Enhancement of morphological and emission stability of deep-blue small molecular emitter via a universal side-chain coupling strategy for optoelectronic device

Film morphology of emissive layers is crucial to the performance and stability of solution-processable organic light-emitting diodes (OLEDs). Compared to the interpenetration of conjugated polymer chain, small molecular emitter with a flexible side chain always presents easily aggregation upon external treatment, and caused π-electronic coupling, which is undesirable for the efficiency and stability of deep-blue OLEDs. Herein, we proposed a side-chain coupling strategy to enhance the film morphological an emission stability of solution-processable small molecular deep-blue emitter.
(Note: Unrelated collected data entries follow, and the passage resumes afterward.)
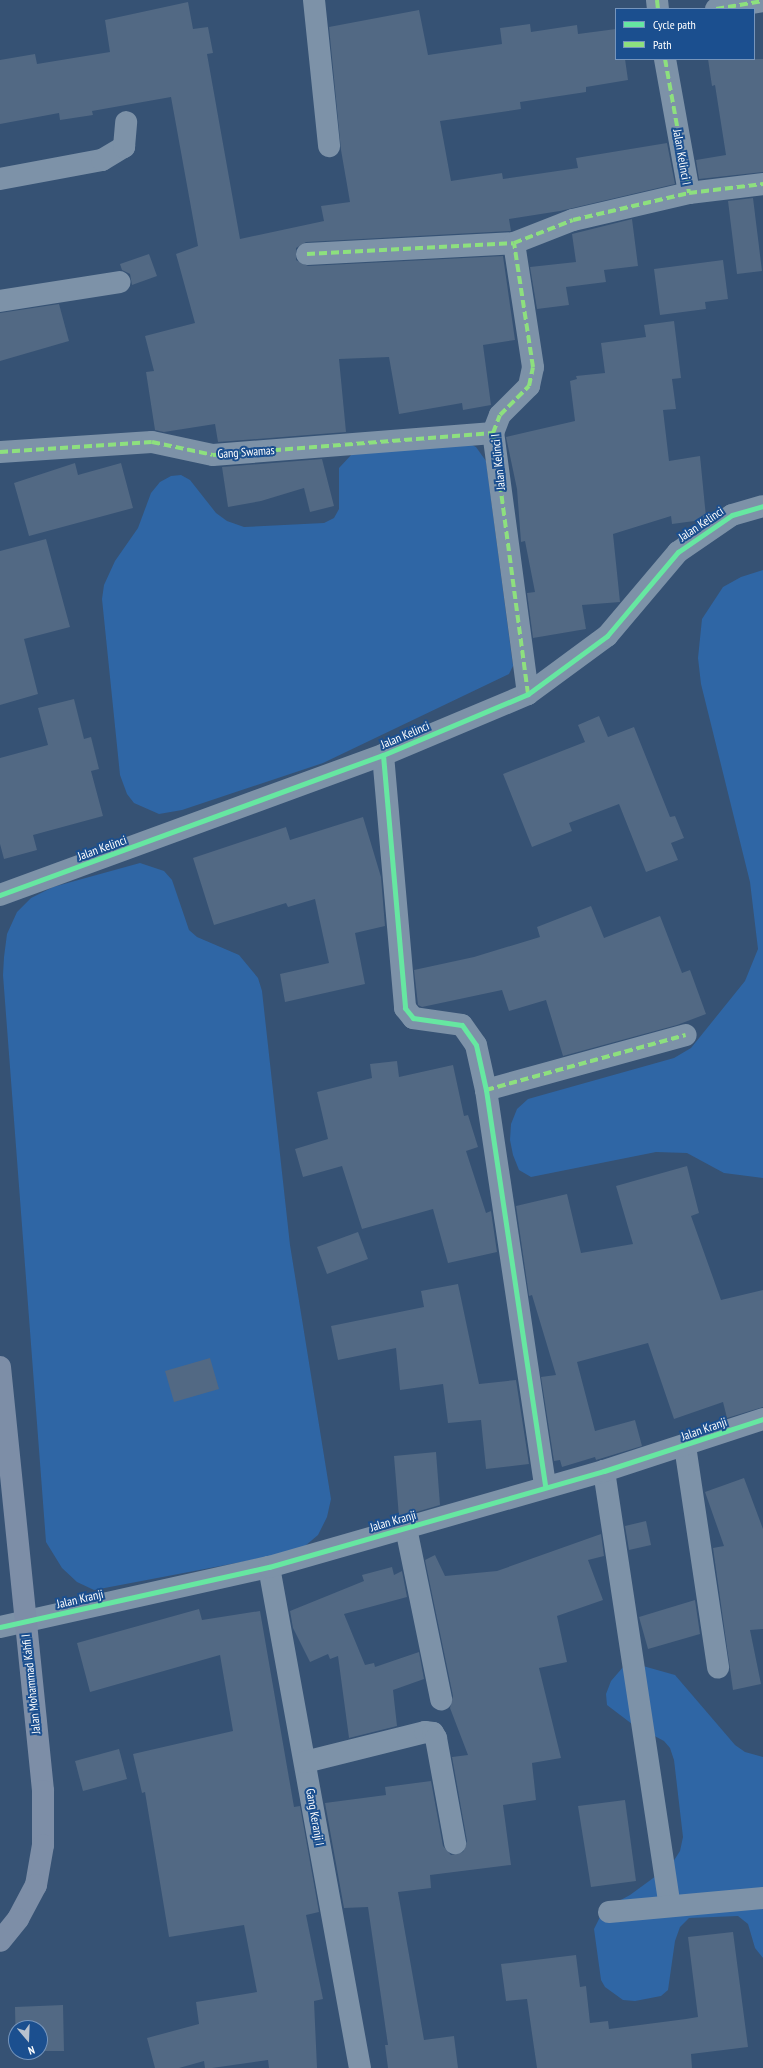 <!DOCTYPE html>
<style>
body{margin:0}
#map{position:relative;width:763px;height:2068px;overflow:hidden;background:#365274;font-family:"PT Sans Narrow",sans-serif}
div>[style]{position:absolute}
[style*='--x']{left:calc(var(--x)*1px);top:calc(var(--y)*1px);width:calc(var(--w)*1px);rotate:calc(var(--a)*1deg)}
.green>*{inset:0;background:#2f66a5}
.building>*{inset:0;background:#526984}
.minor>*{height:22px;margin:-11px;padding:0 11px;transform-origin:11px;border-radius:11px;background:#7d92a8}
.major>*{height:22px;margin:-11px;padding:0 11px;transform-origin:11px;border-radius:11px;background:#7d8ea7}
.quiet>*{height:4px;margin-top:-2px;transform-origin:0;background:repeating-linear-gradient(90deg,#8de07e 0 8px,transparent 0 12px)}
.cycleway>*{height:5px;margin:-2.5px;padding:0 2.5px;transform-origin:2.5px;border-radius:2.5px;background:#66e7a1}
span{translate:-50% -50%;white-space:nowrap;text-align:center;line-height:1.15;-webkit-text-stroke:4px #1b4f8f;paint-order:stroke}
.street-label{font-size:12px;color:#fff}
.legend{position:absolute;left:615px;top:8px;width:140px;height:52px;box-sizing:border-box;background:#1b4f8f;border:1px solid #7695bc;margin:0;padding:5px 7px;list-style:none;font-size:12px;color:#fff}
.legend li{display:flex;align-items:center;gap:8px;height:20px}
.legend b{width:20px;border:1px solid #7695bc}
.north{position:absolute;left:8px;top:2020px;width:40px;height:40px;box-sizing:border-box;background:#1b4f8f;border:1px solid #7695bc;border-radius:50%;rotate:161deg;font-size:11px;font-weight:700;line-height:16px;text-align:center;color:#fff}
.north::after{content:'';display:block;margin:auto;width:14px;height:18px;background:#b9c2ce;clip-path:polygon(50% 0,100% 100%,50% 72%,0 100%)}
</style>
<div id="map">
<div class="green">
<div style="clip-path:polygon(466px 442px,476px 447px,486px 461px,513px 666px,509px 674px,323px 763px,182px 810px,159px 814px,134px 803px,127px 794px,120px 775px,102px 599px,104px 585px,115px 561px,138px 528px,151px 493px,160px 482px,171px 476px,181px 475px,190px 480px,216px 513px,227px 521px,244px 527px,324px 523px,334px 518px,339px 509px,339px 468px,353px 453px)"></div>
<div style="clip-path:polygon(763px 570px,763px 1178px,724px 1173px,687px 1153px,656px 1152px,531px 1177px,519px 1170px,513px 1155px,510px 1140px,511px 1124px,517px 1109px,528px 1099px,674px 1058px,691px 1048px,745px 981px,758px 949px,750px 882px,701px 684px,698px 658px,702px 619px,723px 587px,741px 577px)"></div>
<div style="clip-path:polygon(140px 863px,164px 871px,172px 880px,189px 930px,197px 937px,239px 955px,258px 978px,262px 991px,290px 1245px,331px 1499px,327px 1517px,318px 1535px,299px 1551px,94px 1590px,77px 1582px,62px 1568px,46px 1542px,3px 975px,4px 957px,7px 934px,17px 912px,31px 898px,53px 887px)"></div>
<div style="clip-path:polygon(624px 1666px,643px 1666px,675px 1675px,735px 1745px,745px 1752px,763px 1757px,763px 1958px,755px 1948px,748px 1924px,738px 1916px,689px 1918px,680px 1927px,675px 1941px,668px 1990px,661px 1996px,635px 2001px,623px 2000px,605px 1987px,601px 1980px,594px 1929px,604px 1909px,630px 1895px,671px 1865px,680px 1851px,683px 1837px,674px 1760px,670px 1748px,664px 1741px,632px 1724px,607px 1705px,606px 1694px,611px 1681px)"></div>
</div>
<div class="building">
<div style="clip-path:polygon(188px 2px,193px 29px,208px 27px,213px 53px,207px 54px,240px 239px,324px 221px,321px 206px,350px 202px,341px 150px,329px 27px,419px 10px,428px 55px,502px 44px,500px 28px,530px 24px,531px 32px,577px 25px,578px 34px,616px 29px,616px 59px,625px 59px,628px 80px,586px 87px,586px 92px,520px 102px,521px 109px,440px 121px,451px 181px,502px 173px,503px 179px,578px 168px,576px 158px,667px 143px,675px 184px,560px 211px,509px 219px,511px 231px,306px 242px,296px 248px,296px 260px,308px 266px,503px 256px,515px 340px,483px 345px,491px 405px,463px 410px,462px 403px,399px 414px,389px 357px,339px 359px,346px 432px,218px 442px,215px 424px,164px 432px,155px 430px,146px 372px,154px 371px,145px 336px,195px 323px,176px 254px,198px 246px,171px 97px,92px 111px,93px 115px,60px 120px,59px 113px,0 124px,0 60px,35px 54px,37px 64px,110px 52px,105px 20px)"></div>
<div style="clip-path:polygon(708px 59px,763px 59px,763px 172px,699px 179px,696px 160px,726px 155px,715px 85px,712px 86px)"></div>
<div style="clip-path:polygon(753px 198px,762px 271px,737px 274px,728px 201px)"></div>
<div style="clip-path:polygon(632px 219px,638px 266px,604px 270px,606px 282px,566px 287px,569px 305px,537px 309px,530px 267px,576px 262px,572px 234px)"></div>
<div style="clip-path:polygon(149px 254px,157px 276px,132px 285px,130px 274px,122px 270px,120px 264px)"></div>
<div style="clip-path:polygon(723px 260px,728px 299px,705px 302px,706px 309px,660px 315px,654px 269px)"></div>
<div style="clip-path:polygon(59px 304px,69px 341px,0 361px,0 313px)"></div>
<div style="clip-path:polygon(674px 321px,681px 378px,672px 379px,676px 409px,663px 410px,669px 461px,700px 456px,706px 517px,702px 520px,672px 524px,671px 516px,613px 534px,620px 602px,582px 605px,586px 629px,533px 638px,527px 593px,535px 592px,525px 541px,521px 542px,517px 489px,506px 437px,575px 421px,570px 381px,577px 379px,576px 376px,605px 373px,601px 343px,646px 337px,644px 325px)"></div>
<div style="clip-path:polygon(322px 459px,334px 506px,310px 512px,304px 488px,261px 501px,228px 507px,222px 467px)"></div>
<div style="clip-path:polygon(75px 463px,78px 475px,121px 463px,133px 508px,29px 536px,14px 483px)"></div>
<div style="clip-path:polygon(46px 539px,70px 627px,24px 639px,38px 694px,0 705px,0 551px)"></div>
<div style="clip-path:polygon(74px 699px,84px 739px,91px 737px,99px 769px,91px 771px,103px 816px,33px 835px,37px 850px,4px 859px,0 844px,0 758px,48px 745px,38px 708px)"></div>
<div style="clip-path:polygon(599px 716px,608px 737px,634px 727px,670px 817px,675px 816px,684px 838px,671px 843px,678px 860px,646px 872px,619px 804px,569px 823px,572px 831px,532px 847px,503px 774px,585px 742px,578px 725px)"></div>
<div style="clip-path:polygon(363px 817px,381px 877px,385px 926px,355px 933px,365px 984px,285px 1002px,280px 974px,329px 963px,315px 899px,288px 907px,286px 903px,214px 925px,193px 858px,286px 827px,290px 840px)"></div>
<div style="clip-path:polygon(591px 906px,604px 938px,660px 916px,682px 973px,690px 970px,706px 1014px,677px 1025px,563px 1056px,546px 1000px,509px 1011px,502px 990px,422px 1007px,418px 1005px,414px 970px,474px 957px,540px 937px,537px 927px)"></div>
<div style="clip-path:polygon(397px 1061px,399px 1077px,453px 1065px,464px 1116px,468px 1115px,478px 1147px,466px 1151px,486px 1213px,491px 1211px,497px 1252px,448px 1263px,433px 1209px,362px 1229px,342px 1166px,303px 1177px,295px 1149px,328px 1139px,317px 1092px,372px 1078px,370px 1064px)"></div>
<div style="clip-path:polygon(687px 1166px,699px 1213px,691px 1216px,721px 1300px,763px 1290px,763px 1407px,727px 1418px,723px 1402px,674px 1419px,648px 1343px,577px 1362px,595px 1431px,635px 1420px,642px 1446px,596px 1460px,595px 1457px,562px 1467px,560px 1460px,554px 1461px,541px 1377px,556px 1375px,532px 1295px,529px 1296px,516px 1206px,567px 1194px,581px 1253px,633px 1244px,616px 1186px)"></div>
<div style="clip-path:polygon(358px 1232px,368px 1259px,327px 1274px,317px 1247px)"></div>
<div style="clip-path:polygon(458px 1284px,479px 1384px,516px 1380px,529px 1464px,486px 1469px,481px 1420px,448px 1423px,443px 1384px,400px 1390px,396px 1348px,338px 1360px,331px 1326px,424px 1307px,421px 1291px)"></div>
<div style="clip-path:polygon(210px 1358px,219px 1389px,174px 1402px,165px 1371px)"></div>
<div style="clip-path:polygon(436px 1452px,440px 1505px,399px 1517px,394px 1456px)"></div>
<div style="clip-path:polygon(744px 1478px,763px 1529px,763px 1629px,750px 1630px,761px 1684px,733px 1690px,713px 1548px,724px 1546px,705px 1492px)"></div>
<div style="clip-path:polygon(646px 1521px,651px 1545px,629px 1550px,625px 1526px)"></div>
<div style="clip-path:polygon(601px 1534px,604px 1556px,588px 1560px,603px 1600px,557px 1616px,567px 1662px,539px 1668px,561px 1758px,532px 1763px,536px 1800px,503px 1805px,511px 1865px,430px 1875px,431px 1888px,398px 1892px,424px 2040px,454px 2036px,458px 2068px,388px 2068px,385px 2045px,388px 2045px,368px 1907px,344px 1908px,325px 1803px,386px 1795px,385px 1787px,431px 1781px,443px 1846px,451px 1855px,463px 1852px,467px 1841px,452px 1757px,468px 1755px,450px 1708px,453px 1696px,425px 1560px,435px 1555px,445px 1576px,497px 1571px)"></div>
<div style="clip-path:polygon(392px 1567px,394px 1575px,402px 1571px,407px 1597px,344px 1614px,365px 1665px,374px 1663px,375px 1667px,419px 1652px,424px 1679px,393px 1690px,397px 1726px,349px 1738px,338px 1656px,330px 1659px,328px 1654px,310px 1662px,293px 1628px,290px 1611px,364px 1581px,362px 1575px)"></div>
<div style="clip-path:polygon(695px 1600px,700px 1634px,648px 1649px,639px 1617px)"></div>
<div style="clip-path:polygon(199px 1609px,202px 1620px,260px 1611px,294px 1807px,300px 1806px,319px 1912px,306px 1915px,323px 1999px,314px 2001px,317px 2068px,269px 2068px,268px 2060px,212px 2068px,205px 2068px,204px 2061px,179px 2068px,155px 2068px,147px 2038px,199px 2024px,196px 2002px,257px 1992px,244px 1925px,169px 1937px,145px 1792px,142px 1793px,133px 1754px,233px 1731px,220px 1655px,90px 1692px,77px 1643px)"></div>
<div style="clip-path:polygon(119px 1749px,127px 1779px,83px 1791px,75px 1761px)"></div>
<div style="clip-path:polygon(625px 1800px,636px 1881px,591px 1887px,578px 1806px)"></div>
<div style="clip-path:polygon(733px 1932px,748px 2047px,691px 2054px,692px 2068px,537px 2068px,527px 1999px,506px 2001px,501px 1964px,576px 1955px,580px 1987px,586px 1986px,590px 2023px,608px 2021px,609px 2029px,686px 2019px,698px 2017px,688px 1937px)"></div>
<div style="clip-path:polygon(63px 2005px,64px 2051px,40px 2051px,40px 2028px,16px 2028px,16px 2052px,15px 2007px)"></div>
</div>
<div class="minor">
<div style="--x:314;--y:0;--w:147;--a:84.1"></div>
<div style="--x:657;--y:0;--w:9;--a:84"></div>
<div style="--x:716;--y:9;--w:48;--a:-9.7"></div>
<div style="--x:665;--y:59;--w:136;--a:79.8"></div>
<div style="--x:0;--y:179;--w:104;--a:-10.6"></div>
<div style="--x:102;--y:160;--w:26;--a:-31"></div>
<div style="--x:124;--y:147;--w:25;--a:-85"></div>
<div style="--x:307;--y:254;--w:207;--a:-3"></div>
<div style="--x:0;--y:301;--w:121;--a:-9"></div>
<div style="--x:0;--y:452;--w:152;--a:-3.8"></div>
<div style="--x:152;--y:442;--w:62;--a:12"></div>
<div style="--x:213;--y:455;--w:281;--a:-4.5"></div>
<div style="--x:528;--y:694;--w:263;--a:-97.6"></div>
<div style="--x:493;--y:433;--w:19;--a:-69"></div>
<div style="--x:500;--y:415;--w:41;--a:-45"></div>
<div style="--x:529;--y:386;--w:19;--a:-78"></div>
<div style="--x:533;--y:367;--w:125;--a:-98.7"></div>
<div style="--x:514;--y:243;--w:63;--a:-21.3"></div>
<div style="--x:573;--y:220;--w:119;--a:-13.1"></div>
<div style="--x:689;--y:193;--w:75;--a:-6.9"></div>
<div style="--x:383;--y:755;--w:254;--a:85"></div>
<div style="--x:405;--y:1008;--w:13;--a:51"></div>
<div style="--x:413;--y:1018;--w:49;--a:8.1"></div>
<div style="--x:462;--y:1025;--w:24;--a:55"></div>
<div style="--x:476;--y:1045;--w:46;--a:77.5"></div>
<div style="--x:486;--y:1090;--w:401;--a:81.5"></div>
<div style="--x:0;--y:895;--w:408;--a:-20.1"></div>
<div style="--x:383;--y:755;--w:157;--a:-22.8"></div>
<div style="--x:528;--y:694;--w:98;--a:-36.3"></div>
<div style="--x:607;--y:636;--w:110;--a:-49.8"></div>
<div style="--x:678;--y:552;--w:65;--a:-34.4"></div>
<div style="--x:732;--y:515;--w:32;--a:-16"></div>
<div style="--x:486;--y:1090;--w:207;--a:-15.4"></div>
<div style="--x:685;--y:1446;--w:224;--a:81.5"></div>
<div style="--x:604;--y:1471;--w:440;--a:81.4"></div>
<div style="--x:406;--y:1528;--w:175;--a:78.4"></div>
<div style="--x:269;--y:1567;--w:509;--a:79.71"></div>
<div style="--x:0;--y:1627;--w:276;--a:-12.6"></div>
<div style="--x:269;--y:1567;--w:348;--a:-16"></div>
<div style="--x:604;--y:1471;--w:167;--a:-18.1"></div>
<div style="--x:305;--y:1762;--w:124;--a:-14"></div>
<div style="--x:425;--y:1732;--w:8;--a:7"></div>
<div style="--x:433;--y:1733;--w:6;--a:59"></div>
<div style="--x:436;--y:1738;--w:107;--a:79.7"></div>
<div style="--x:609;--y:1912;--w:155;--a:-5.2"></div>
</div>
<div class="major">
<div style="--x:0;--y:1367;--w:426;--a:84.2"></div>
<div style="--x:43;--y:1791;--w:54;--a:90"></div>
<div style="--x:43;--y:1845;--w:41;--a:99.9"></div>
<div style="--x:36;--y:1885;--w:38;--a:118"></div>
<div style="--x:18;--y:1919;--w:28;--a:129"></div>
</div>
<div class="quiet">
<div style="--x:657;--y:0;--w:9;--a:84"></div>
<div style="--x:716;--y:9;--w:48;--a:-9.7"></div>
<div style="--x:665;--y:59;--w:136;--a:79.8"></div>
<div style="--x:307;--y:254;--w:207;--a:-3"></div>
<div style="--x:0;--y:452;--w:152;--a:-3.8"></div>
<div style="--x:152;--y:442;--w:62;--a:12"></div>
<div style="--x:213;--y:455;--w:281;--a:-4.5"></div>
<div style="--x:528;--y:694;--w:263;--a:-97.6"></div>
<div style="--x:493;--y:433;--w:19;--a:-69"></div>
<div style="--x:500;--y:415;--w:41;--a:-45"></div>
<div style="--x:529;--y:386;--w:19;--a:-78"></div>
<div style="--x:533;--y:367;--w:125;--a:-98.7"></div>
<div style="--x:514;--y:243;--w:63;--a:-21.3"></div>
<div style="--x:573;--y:220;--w:119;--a:-13.1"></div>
<div style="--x:689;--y:193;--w:75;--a:-6.9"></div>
<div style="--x:486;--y:1090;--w:207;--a:-15.4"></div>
</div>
<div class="cycleway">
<div style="--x:383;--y:755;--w:254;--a:85"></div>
<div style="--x:405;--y:1008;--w:13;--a:51"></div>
<div style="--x:413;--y:1018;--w:49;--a:8.1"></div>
<div style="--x:462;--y:1025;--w:24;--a:55"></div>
<div style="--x:476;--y:1045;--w:46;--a:77.5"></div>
<div style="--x:486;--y:1090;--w:401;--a:81.5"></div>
<div style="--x:0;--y:895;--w:408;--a:-20.1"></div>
<div style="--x:383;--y:755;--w:157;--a:-22.8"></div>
<div style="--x:528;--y:694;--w:98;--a:-36.3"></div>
<div style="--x:607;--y:636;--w:110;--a:-49.8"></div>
<div style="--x:678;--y:552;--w:65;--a:-34.4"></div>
<div style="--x:732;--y:515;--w:32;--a:-16"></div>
<div style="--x:0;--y:1627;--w:276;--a:-12.6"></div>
<div style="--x:269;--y:1567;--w:348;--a:-16"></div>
<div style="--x:604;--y:1471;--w:167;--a:-18.1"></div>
</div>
<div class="street-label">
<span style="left:682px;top:157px;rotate:80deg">Jalan Kelinci I</span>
<span style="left:246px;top:452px;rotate:-4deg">Gang Swamas</span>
<span style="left:498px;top:462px;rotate:-96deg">Jalan Kelinci I</span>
<span style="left:701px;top:524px;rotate:-34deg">Jalan Kelinci</span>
<span style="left:405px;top:735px;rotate:-23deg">Jalan Kelinci</span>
<span style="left:102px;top:848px;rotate:-20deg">Jalan Kelinci</span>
<span style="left:704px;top:1429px;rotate:-19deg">Jalan Kranji</span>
<span style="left:393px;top:1521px;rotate:-16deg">Jalan Kranji</span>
<span style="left:80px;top:1599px;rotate:-13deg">Jalan Kranji</span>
<span style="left:31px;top:1684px;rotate:-96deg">Jalan Mohammad Kahfi I</span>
<span style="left:315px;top:1817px;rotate:80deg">Gang Keranji I</span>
</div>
<ul class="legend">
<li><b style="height:5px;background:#66e7a1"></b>Cycle path</li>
<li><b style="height:5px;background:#8de07e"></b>Path</li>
</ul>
<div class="north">N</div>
</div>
In contrary to “parent” MC8TPA, the crosslinkable styryl and vinyl units were introduced as ended unit at the side-chain of CmTPA and OEYTPA. Interestingly, CmTPA and OEYTPA films present a relatively stable morphology and uniform deep-blue emission after thermal annealing (160 °C) in the atmosphere, different to the discontinuous MC8TPA annealed film. Besides, compared to the CmTPA and OEYTPA ones, serious polaron formation in the MC8TPA annealed film also negative to the deep-blue emission, according to transient absorption analysis. Therefore, both CmTPA and OEYTPA annealed film obtained at 140 °C present an excellent deep-blue ASE behavior with a 445 nm, but absence for MC8TPA ones, associated with the disruption of annealed films. Finally, enhancement of device performance based on CmTPA and OEYTPA film (∼40%) after thermal annealing with a similar performance curves also confirmed the assumption above. Therefore, these results also supported the effectiveness of our side-chain coupling strategy for optoelectronic applications.